INSTRUCTIONS TO FOLLOW.
Every line from the first one in the data below through the line holding "position:relative; width:1749px; height:808px;" is to be written out exactly, with the pictures omitted.

PROVIDED RECORDS.
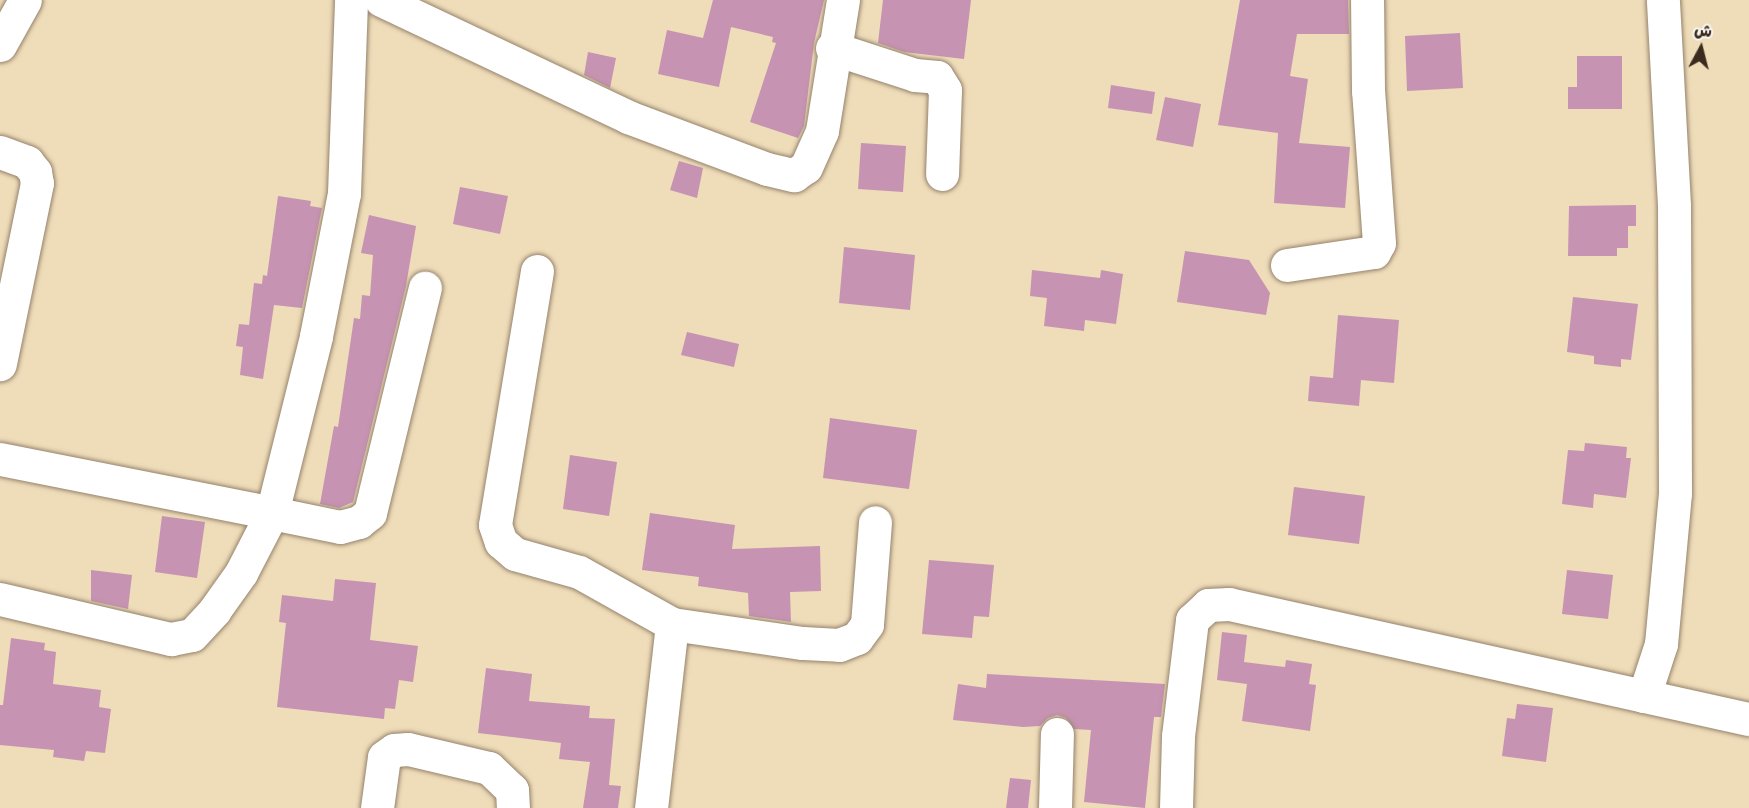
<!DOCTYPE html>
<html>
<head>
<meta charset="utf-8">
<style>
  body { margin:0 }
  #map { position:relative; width:1749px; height:808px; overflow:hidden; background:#efdcb9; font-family:"Patrick Hand","Playpen Sans Arabic",sans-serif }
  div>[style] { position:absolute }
  .building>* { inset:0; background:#c693b2 }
  .roads { filter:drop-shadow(0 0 2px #95836c) drop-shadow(0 0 2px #95836c) }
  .minor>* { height:33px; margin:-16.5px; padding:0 16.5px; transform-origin:16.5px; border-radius:16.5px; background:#fff }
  span { translate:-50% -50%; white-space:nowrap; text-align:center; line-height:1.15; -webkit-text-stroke:6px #f6f6f2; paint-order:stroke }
  .north { position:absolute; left:1671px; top:18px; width:60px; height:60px; -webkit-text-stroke:4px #f6f6f2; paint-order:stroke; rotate:7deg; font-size:16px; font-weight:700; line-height:24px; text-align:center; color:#3b2a1e }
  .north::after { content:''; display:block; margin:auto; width:21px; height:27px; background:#3b2a1e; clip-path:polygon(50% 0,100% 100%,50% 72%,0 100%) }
</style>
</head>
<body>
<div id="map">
  <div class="building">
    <i style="clip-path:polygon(713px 0,824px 0,814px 43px,804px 126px,798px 138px,750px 122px,776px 43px,772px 42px,773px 37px,731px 27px,719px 87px,658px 74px,667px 30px,703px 38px)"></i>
    <i style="clip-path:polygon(883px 0,971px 0,964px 59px,904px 52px,878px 43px)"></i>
    <i style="clip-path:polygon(1240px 0,1348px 0,1349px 34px,1297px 34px,1290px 76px,1308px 79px,1299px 143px,1350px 147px,1345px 208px,1274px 203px,1278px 133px,1218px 125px)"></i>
    <i style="clip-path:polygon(1460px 33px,1463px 88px,1407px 91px,1405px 36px)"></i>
    <i style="clip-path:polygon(588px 52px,616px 58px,610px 88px,584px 75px)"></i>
    <i style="clip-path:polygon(1577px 56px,1622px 56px,1622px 109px,1568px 109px,1568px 87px,1577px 87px)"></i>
    <i style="clip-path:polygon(1111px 85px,1155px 92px,1152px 114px,1108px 108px)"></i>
    <i style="clip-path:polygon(1165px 97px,1201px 104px,1193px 147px,1156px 140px)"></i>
    <i style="clip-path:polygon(861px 143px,906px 146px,903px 192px,858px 189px)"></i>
    <i style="clip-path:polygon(679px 161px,703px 168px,697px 198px,670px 190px)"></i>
    <i style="clip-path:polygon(460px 187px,508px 196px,500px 234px,453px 224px)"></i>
    <i style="clip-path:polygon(278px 196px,311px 201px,310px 206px,322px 208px,302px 308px,274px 305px,263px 379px,240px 375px,243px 347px,236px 346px,239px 324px,249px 325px,254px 283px,262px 284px,263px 275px,267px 276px)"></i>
    <i style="clip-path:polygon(1636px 205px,1636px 226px,1628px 226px,1628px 248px,1617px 248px,1617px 256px,1568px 256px,1569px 206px)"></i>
    <i style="clip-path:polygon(369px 215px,416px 226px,406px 286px,353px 502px,339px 508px,320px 504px,334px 426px,338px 427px,354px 318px,360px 319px,362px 295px,370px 296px,373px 255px,361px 253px)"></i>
    <i style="clip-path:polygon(844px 247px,915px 255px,910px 310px,839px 303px)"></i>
    <i style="clip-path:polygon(1185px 251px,1249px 260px,1270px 293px,1266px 315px,1177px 302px)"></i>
    <i style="clip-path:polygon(1032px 270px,1100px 278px,1101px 270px,1123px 274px,1116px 324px,1085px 320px,1084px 331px,1044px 326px,1047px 298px,1030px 296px)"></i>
    <i style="clip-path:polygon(1573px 297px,1638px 304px,1631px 360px,1621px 359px,1621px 367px,1594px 364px,1594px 356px,1567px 352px)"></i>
    <i style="clip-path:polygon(1338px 315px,1399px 320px,1394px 383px,1361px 380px,1359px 406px,1308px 401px,1310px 376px,1333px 378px)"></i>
    <i style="clip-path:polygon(687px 332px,739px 344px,734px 367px,681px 355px)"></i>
    <i style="clip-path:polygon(830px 418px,917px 430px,909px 489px,823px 478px)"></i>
    <i style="clip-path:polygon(1585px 443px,1627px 447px,1626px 458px,1631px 458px,1626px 498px,1594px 494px,1593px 508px,1562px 504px,1568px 450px,1584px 451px)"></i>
    <i style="clip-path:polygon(570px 455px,617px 462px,609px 516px,563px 509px)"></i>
    <i style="clip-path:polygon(1294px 487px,1365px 496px,1359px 544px,1288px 535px)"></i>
    <i style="clip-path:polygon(650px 513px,735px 525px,732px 549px,820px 546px,821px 591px,790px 592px,791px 622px,749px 616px,748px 593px,698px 586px,699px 577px,642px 570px)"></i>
    <i style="clip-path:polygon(162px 516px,205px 522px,197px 578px,155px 572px)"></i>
    <i style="clip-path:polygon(929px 560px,994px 565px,989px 617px,974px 616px,972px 638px,922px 634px)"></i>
    <i style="clip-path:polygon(91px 570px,132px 575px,128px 609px,91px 601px)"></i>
    <i style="clip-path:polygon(1567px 570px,1613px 575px,1608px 619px,1562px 614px)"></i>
    <i style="clip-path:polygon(335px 579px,376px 583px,370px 640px,418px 646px,413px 682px,399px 680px,395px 709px,385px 708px,384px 719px,277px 707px,286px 623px,279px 622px,282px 595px,333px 601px)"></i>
    <i style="clip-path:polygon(1222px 632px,1247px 635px,1244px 662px,1285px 667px,1286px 660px,1312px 664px,1309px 684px,1316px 685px,1310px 731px,1242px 721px,1247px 684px,1217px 680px)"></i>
    <i style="clip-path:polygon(11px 638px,45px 643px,44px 650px,56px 652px,53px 684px,101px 690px,99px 707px,111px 709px,105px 753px,86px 751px,84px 761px,53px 757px,54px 750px,0 745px,0 705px,3px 705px)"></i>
    <i style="clip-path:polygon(486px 668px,532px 674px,529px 701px,590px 706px,589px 718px,615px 719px,609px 785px,621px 786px,618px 808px,583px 808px,590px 762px,559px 759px,561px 743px,478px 733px)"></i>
    <i style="clip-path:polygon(987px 674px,1165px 684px,1161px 717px,1154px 717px,1145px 808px,1084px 802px,1091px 730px,1074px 729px,1066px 718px,1057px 715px,1048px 718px,1040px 726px,1023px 727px,953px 720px,958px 684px,986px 688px)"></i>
    <i style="clip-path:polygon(1517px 704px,1553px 708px,1546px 762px,1502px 756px,1507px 718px,1515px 719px)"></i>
    <i style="clip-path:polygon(1010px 778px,1031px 780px,1028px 808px,1006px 808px)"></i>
  </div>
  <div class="roads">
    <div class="minor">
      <i style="left:381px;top:0;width:273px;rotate:25.3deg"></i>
      <i style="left:628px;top:117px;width:148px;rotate:20.5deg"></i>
      <i style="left:767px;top:169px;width:28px;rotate:13deg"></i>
      <i style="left:794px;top:175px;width:14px;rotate:-34deg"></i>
      <i style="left:806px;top:167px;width:39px;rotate:-66deg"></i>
      <i style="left:822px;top:131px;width:133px;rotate:-80.9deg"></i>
      <i style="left:0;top:45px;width:51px;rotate:-60.9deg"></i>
      <i style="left:832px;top:48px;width:87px;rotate:18deg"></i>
      <i style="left:915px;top:75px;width:22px;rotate:5deg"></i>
      <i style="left:937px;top:77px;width:15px;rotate:58deg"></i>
      <i style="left:945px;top:90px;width:84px;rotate:92deg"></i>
      <i style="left:0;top:152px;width:29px;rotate:20deg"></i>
      <i style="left:27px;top:162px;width:13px;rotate:51deg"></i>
      <i style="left:35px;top:172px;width:11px;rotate:80deg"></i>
      <i style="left:37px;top:183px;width:185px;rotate:101.6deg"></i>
      <i style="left:1287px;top:265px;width:88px;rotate:-8.5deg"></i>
      <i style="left:1374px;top:252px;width:10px;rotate:-61deg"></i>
      <i style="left:1379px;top:243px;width:152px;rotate:-94.1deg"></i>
      <i style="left:1368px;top:91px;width:91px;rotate:-90.6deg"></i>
      <i style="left:537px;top:271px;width:257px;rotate:99.4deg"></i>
      <i style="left:495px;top:525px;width:18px;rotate:71deg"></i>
      <i style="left:501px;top:542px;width:18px;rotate:41deg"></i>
      <i style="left:515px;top:554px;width:66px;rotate:15.7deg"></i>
      <i style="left:579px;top:572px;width:107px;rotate:29.2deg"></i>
      <i style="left:672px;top:624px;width:185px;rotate:96.5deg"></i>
      <i style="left:0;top:459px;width:277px;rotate:11.2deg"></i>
      <i style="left:272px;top:513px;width:182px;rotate:-76deg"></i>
      <i style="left:316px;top:336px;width:146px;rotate:-78.9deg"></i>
      <i style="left:344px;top:193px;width:193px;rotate:-87.9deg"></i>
      <i style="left:0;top:599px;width:176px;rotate:13.2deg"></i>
      <i style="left:171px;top:639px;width:21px;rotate:-11deg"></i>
      <i style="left:192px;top:635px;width:33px;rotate:-47deg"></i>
      <i style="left:214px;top:611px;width:47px;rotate:-54.6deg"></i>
      <i style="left:241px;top:573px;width:68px;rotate:-62.7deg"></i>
      <i style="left:272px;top:513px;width:69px;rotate:11.6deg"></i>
      <i style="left:340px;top:527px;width:20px;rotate:-15deg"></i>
      <i style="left:359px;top:522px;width:14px;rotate:-39deg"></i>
      <i style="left:370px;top:513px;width:232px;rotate:-76.3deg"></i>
      <i style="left:672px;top:624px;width:132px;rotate:8.3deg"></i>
      <i style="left:803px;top:643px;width:36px;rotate:3deg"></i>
      <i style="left:839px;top:645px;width:19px;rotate:-21deg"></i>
      <i style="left:857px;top:638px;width:17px;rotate:-54deg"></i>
      <i style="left:867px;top:624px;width:102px;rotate:-85.5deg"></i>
      <i style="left:1644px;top:696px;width:107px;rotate:12.4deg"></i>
      <i style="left:377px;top:808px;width:51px;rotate:-82.2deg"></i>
      <i style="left:384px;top:757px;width:12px;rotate:-35deg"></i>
      <i style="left:394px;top:750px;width:14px;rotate:-4deg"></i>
      <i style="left:408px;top:749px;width:83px;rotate:13.2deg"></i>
      <i style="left:489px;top:768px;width:32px;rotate:44deg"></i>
      <i style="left:512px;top:790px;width:18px;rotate:87deg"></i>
      <i style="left:1055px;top:808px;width:74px;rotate:-88.5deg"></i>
      <i style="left:1176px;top:808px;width:72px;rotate:-88.4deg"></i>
      <i style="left:1178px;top:736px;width:117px;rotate:-83.1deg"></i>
      <i style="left:1192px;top:620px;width:22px;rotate:-43deg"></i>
      <i style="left:1208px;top:605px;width:21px;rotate:-3deg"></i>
      <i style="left:1229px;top:604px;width:425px;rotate:12.5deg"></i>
      <i style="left:1644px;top:696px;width:55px;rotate:-71.9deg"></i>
      <i style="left:1661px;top:644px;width:152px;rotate:-84.7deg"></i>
      <i style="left:1675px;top:493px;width:288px;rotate:-90.2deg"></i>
      <i style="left:1674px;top:205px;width:205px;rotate:-93.1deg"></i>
    </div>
  </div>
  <div class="north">ش</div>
</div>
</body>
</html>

RESULT OF THE EXERCISE.
<!DOCTYPE html>
<html>
<head>
<meta charset="utf-8">
<style>
  body { margin:0 }
  #map { position:relative; width:1749px; height:808px; overflow:hidden; background:#efdcb9; font-family:"Patrick Hand","Playpen Sans Arabic",sans-serif }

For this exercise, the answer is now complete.